Suppliers that violate Apple’s code of conduct can face probation, suspension and even lose their entire business with Apple. The company said in its 2024 supply chain report that since 2009, it has removed 25 manufacturing supplier facilities and 231 material processors for failure to meet its standards.

In China, at least six online job ads reviewed by Reuters show workers engaged in iPhone assembly at Foxconn’s Zhengzhou plant can earn $400 to $800 a month, more than double the wages in India. The Chinese ads do not mention marital status or gender, saying anyone aged 18 to 48 can apply.

Concealing status

In Sriperumbudur, a road junction a little over a mile from the Foxconn plant is a hotspot for recruiters to meet candidates. Many jobseekers travel with their families from far-flung villages; if hired they are expected to start immediately.

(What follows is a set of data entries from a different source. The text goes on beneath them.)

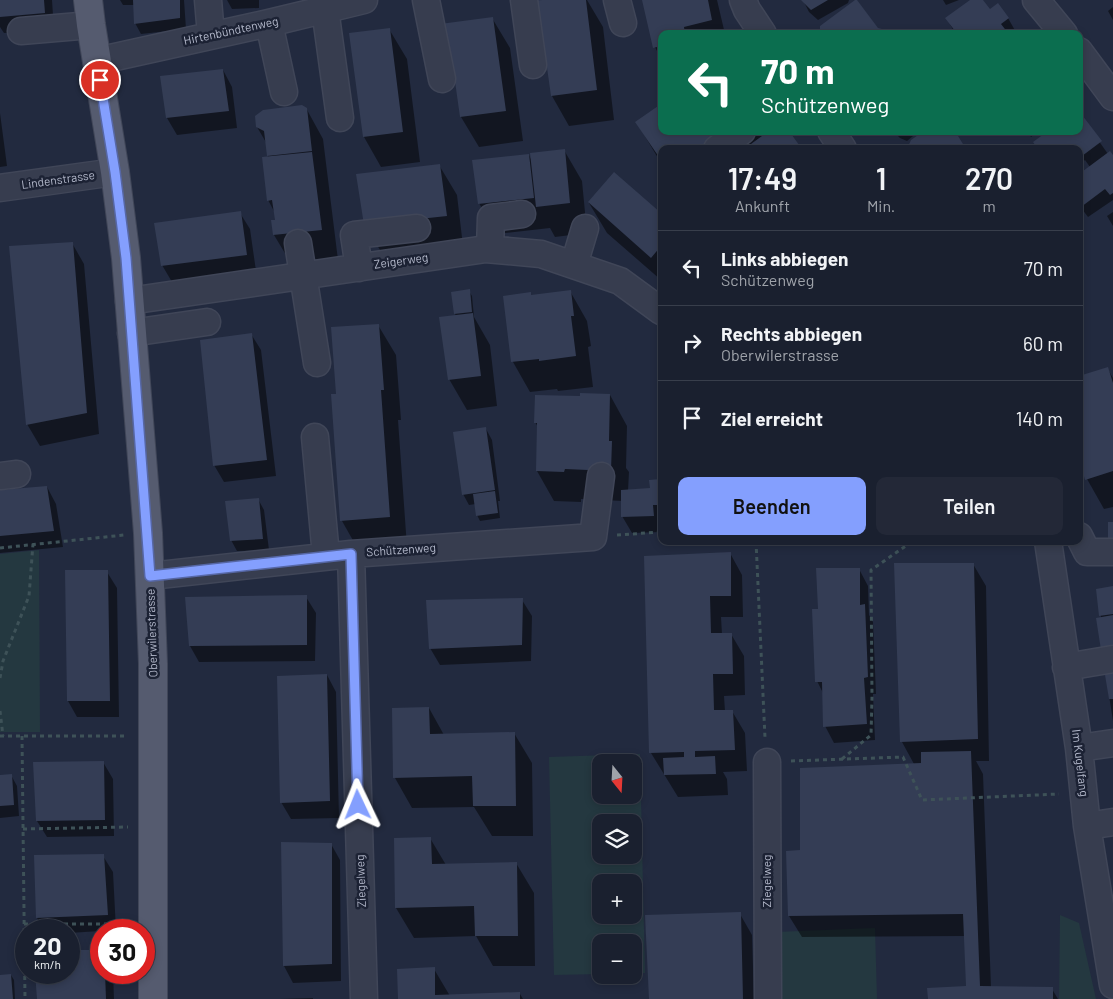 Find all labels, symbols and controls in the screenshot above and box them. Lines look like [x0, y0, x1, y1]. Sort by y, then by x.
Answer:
street label: Hirtenbündtenweg [182, 13, 280, 47]
text: 70 m [761, 49, 835, 91]
icon: left [678, 50, 743, 115]
pin [79, 59, 121, 101]
icon: arrive [86, 66, 114, 94]
text: Schützenweg [761, 91, 889, 117]
text: 17:49 [728, 160, 797, 196]
text: 1 [876, 160, 886, 196]
text: 270 [965, 160, 1013, 196]
street label: Lindenstrasse [20, 167, 95, 191]
text: Ankunft [735, 196, 790, 215]
text: Min. [867, 196, 895, 215]
text: m [982, 196, 996, 215]
text: Links abbiegen [721, 247, 848, 270]
street label: Zeigerweg [373, 249, 429, 271]
icon: left [678, 254, 706, 282]
text: 70 m [1024, 257, 1063, 280]
text: Schützenweg [721, 270, 814, 289]
text: Rechts abbiegen [721, 322, 862, 345]
icon: right [678, 329, 706, 357]
text: 60 m [1023, 332, 1063, 355]
text: Oberwilerstrasse [721, 345, 839, 364]
icon: arrive [678, 404, 706, 432]
text: Ziel erreicht [721, 407, 823, 430]
text: 140 m [1016, 407, 1063, 430]
button: Beenden [678, 477, 866, 535]
button: Teilen [876, 477, 1063, 535]
street label: Schützenweg [366, 540, 436, 558]
street label: Oberwilerstrasse [142, 589, 160, 678]
street label: Im Kugelfang [1070, 728, 1092, 797]
north arrow [592, 754, 642, 804]
map controls [592, 754, 642, 984]
position arrow [331, 778, 383, 830]
button: layers [592, 814, 642, 864]
street label: Ziegelweg [352, 854, 368, 908]
street label: Ziegelweg [759, 855, 773, 907]
button: + [592, 874, 642, 924]
speed limit sign: 30 [90, 919, 155, 984]
text: 20 [33, 930, 62, 960]
button: − [592, 934, 642, 984]
text: km/h [34, 957, 61, 971] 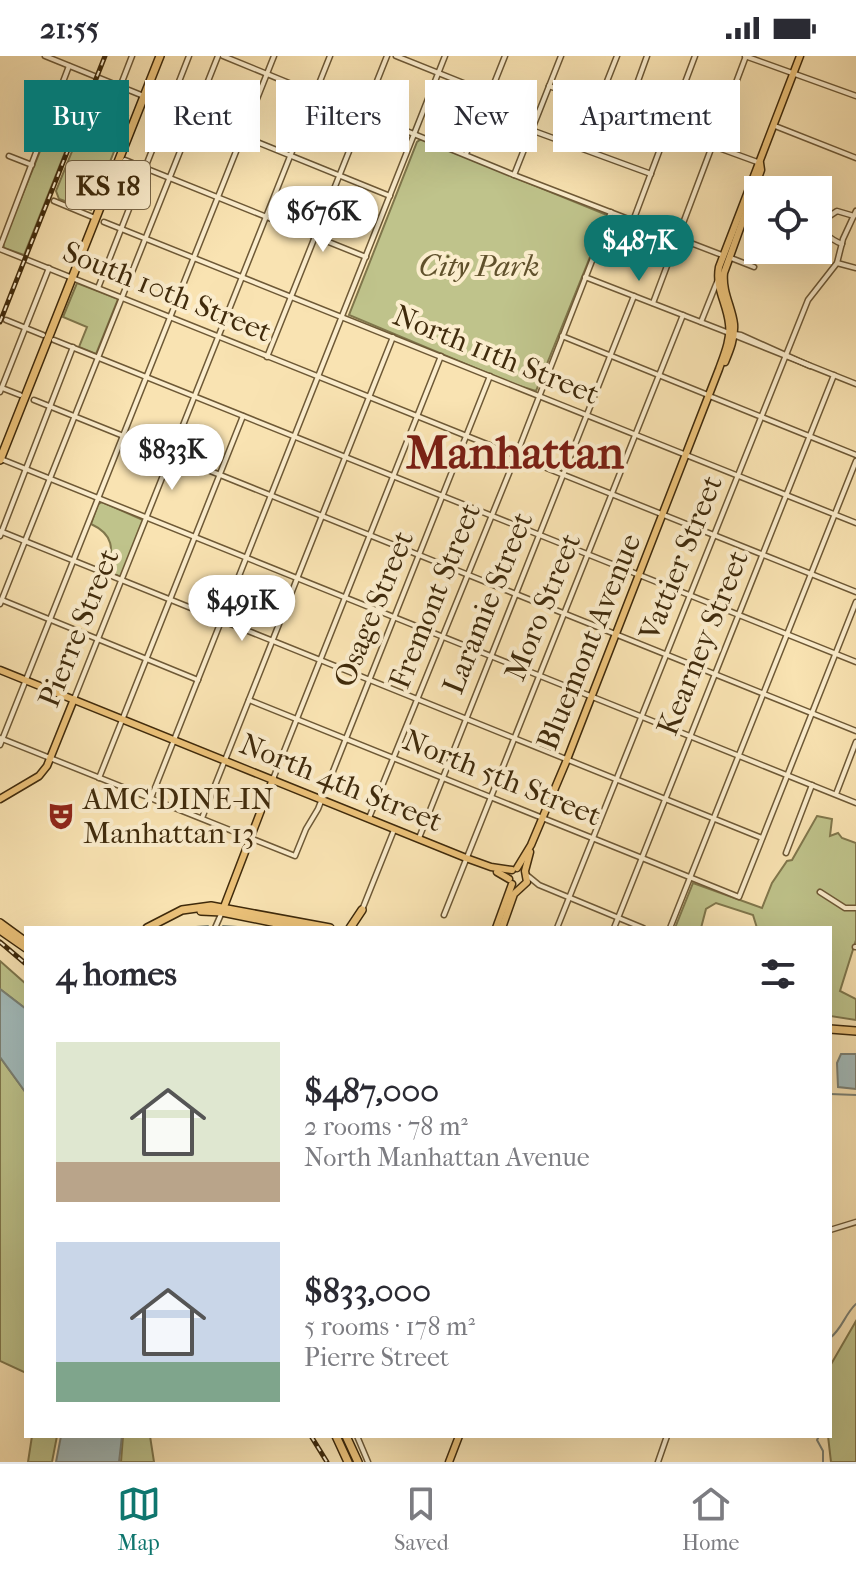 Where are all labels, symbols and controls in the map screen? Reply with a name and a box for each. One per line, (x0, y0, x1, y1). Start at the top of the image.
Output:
text: 21:55 (40, 11, 99, 46)
chip: Buy (24, 80, 129, 152)
chip: Rent (145, 80, 260, 152)
chip: Filters (276, 80, 409, 152)
chip: New (425, 80, 537, 152)
chip: Apartment (553, 80, 740, 152)
road number: KS 18 (66, 161, 150, 209)
map controls (744, 176, 832, 264)
button: locate (744, 176, 832, 264)
pin: $676K (267, 186, 379, 254)
text: $676K (286, 196, 360, 227)
pin: $487K (583, 215, 695, 283)
text: $487K (602, 225, 676, 256)
street label: South 10th Street (58, 234, 277, 350)
park label: City Park (419, 249, 539, 284)
street label: North 11th Street (388, 298, 604, 412)
pin: $833K (116, 424, 228, 492)
district label: Manhattan (406, 426, 624, 480)
text: $833K (138, 434, 206, 465)
street label: Vattier Street (632, 470, 730, 647)
street label: Fremont Street (382, 498, 488, 694)
street label: Laramie Street (436, 507, 540, 699)
street label: Osage Street (327, 526, 421, 692)
street label: Moro Street (498, 528, 588, 686)
street label: Bluemont Avenue (530, 529, 648, 755)
street label: Pierre Street (31, 544, 127, 712)
street label: Kearney Street (650, 545, 756, 740)
pin: $491K (186, 575, 298, 643)
text: $491K (206, 585, 278, 616)
street label: North 5th Street (398, 722, 606, 834)
street label: North 4th Street (235, 727, 447, 840)
place label: AMC DINE-IN Manhattan 13 (82, 782, 274, 851)
theatre icon: AMC DINE-IN Manhattan 13 (46, 801, 76, 831)
icon: filters (756, 952, 800, 996)
text: 4 homes (56, 954, 177, 994)
text: $487,000 (304, 1071, 439, 1111)
icon: home (120, 1074, 216, 1170)
text: 2 rooms · 78 m² (304, 1111, 468, 1142)
text: North Manhattan Avenue (304, 1142, 590, 1173)
text: $833,000 (304, 1271, 431, 1311)
icon: home (120, 1274, 216, 1370)
text: 5 rooms · 178 m² (304, 1311, 475, 1342)
text: Pierre Street (304, 1342, 449, 1373)
tab: Map (117, 1482, 161, 1556)
tab: Saved (394, 1482, 449, 1556)
tab: Home (682, 1482, 739, 1556)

If a married woman somehow makes it inside for an interview during the typical hiring season, Foxconn officials remain on the lookout for telltale metal ornaments, according to one current and one former Foxconn HR executive. Those wearing the ornaments are then turned away with the explanation that there had been a miscommunication or that recruitment had been paused, the people said.

But there are ways to bypass the system.

After she and her sister were turned away at the factory gate, Parvathi told Reuters that their recruiter, whose name she did not know, told them they should have removed their ornaments to conceal their marital status and gain entry.

Five recruitment agency officials also said candidates can conceal their marital status to secure jobs if their Indian government-issued ID card, known as Aadhaar, still reflects them as unmarried.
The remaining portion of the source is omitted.